# Instructions to follow
Filter the entries for the string "text". Copy each line that has it.

======

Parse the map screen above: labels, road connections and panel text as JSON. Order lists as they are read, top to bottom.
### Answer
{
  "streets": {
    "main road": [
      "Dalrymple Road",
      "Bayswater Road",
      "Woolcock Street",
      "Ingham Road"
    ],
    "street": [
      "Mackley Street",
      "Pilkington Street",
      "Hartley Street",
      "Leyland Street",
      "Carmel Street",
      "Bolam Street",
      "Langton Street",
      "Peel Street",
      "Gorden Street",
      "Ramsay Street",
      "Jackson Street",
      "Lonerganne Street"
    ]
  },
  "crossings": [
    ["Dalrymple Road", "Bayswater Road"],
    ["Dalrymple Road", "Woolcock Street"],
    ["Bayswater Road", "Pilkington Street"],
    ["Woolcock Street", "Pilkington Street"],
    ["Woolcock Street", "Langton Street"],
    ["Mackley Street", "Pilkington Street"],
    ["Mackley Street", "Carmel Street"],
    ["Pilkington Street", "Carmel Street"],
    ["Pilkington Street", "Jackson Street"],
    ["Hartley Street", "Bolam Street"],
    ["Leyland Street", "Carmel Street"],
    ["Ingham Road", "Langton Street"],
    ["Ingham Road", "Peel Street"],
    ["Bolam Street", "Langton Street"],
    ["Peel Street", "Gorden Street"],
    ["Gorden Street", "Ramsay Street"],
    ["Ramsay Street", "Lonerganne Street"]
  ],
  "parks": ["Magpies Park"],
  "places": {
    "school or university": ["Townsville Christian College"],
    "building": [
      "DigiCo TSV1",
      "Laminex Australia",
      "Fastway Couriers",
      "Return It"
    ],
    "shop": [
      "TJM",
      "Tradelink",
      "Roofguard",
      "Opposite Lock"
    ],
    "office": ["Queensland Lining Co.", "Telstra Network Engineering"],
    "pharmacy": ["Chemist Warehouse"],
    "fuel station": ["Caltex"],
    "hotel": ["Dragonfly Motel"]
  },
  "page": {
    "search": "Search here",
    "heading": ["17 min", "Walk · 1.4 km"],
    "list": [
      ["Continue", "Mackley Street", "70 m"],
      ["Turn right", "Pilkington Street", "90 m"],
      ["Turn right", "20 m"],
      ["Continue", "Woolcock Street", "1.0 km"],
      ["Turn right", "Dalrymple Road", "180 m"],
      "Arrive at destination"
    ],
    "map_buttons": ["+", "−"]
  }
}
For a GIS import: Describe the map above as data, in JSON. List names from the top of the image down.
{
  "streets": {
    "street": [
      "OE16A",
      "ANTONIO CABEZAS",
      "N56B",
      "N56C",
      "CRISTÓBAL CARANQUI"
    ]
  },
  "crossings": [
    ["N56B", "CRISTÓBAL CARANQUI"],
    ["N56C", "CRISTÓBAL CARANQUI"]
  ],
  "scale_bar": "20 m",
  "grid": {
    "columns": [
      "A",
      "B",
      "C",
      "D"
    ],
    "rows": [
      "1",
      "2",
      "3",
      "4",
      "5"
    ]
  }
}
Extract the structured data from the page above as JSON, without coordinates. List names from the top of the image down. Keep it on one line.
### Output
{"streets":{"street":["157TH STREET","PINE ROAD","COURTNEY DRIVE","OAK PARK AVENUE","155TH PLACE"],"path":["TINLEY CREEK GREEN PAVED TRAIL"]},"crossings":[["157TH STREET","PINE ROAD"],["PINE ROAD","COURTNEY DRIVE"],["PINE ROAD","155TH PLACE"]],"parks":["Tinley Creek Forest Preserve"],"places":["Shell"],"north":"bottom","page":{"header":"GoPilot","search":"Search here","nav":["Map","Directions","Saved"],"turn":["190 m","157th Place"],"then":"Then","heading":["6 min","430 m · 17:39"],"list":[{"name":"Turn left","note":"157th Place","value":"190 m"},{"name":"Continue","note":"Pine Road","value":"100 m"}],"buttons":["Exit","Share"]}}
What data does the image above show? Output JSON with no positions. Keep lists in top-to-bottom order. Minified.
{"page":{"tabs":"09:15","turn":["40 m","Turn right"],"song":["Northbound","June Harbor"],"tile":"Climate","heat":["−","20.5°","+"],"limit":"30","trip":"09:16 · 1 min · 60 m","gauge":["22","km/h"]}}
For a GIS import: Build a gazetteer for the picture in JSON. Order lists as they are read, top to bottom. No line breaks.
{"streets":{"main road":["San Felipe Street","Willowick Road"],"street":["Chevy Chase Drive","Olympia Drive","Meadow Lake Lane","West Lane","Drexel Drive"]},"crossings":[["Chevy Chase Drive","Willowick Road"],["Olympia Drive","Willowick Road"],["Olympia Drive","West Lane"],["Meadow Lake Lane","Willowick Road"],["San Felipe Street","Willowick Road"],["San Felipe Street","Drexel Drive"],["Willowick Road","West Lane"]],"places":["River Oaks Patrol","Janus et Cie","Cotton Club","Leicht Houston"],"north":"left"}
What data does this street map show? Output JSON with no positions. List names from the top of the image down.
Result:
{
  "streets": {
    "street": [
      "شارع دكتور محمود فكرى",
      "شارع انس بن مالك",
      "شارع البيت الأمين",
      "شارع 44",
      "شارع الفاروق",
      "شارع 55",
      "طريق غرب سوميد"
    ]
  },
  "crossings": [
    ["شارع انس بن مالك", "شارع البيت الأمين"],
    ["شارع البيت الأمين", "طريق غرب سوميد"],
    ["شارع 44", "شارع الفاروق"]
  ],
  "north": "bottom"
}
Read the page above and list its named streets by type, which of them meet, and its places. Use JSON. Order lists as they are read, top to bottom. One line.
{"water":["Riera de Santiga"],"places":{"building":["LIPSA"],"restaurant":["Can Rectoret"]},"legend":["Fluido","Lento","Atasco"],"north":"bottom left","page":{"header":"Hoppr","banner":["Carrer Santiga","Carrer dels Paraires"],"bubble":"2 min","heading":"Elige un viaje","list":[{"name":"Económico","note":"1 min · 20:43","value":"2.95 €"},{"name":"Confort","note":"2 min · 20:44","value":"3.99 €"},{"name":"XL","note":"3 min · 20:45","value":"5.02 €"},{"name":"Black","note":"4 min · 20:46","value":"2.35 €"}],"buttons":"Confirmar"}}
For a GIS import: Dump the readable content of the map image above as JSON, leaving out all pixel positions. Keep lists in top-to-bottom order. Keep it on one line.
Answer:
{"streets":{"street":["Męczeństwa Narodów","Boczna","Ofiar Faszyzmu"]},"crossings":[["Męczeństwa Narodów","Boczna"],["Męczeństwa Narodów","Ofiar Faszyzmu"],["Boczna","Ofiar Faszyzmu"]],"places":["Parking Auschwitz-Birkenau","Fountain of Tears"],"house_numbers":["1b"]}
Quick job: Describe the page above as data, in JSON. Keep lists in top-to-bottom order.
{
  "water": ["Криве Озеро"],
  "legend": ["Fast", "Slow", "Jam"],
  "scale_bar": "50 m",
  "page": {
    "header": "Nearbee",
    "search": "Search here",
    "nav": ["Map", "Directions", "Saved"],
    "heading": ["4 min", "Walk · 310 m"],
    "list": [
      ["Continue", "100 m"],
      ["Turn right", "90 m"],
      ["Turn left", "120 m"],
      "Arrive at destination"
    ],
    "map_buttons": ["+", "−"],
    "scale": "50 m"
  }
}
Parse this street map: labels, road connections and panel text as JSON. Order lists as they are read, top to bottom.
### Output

======

# Response box
Parse the map screen above: labels, road connections and panel text as JSON. Order lists as they are read, top to bottom.
Parse this street map: labels, road connections and panel text as JSON. Order lists as they are read, top to bottom.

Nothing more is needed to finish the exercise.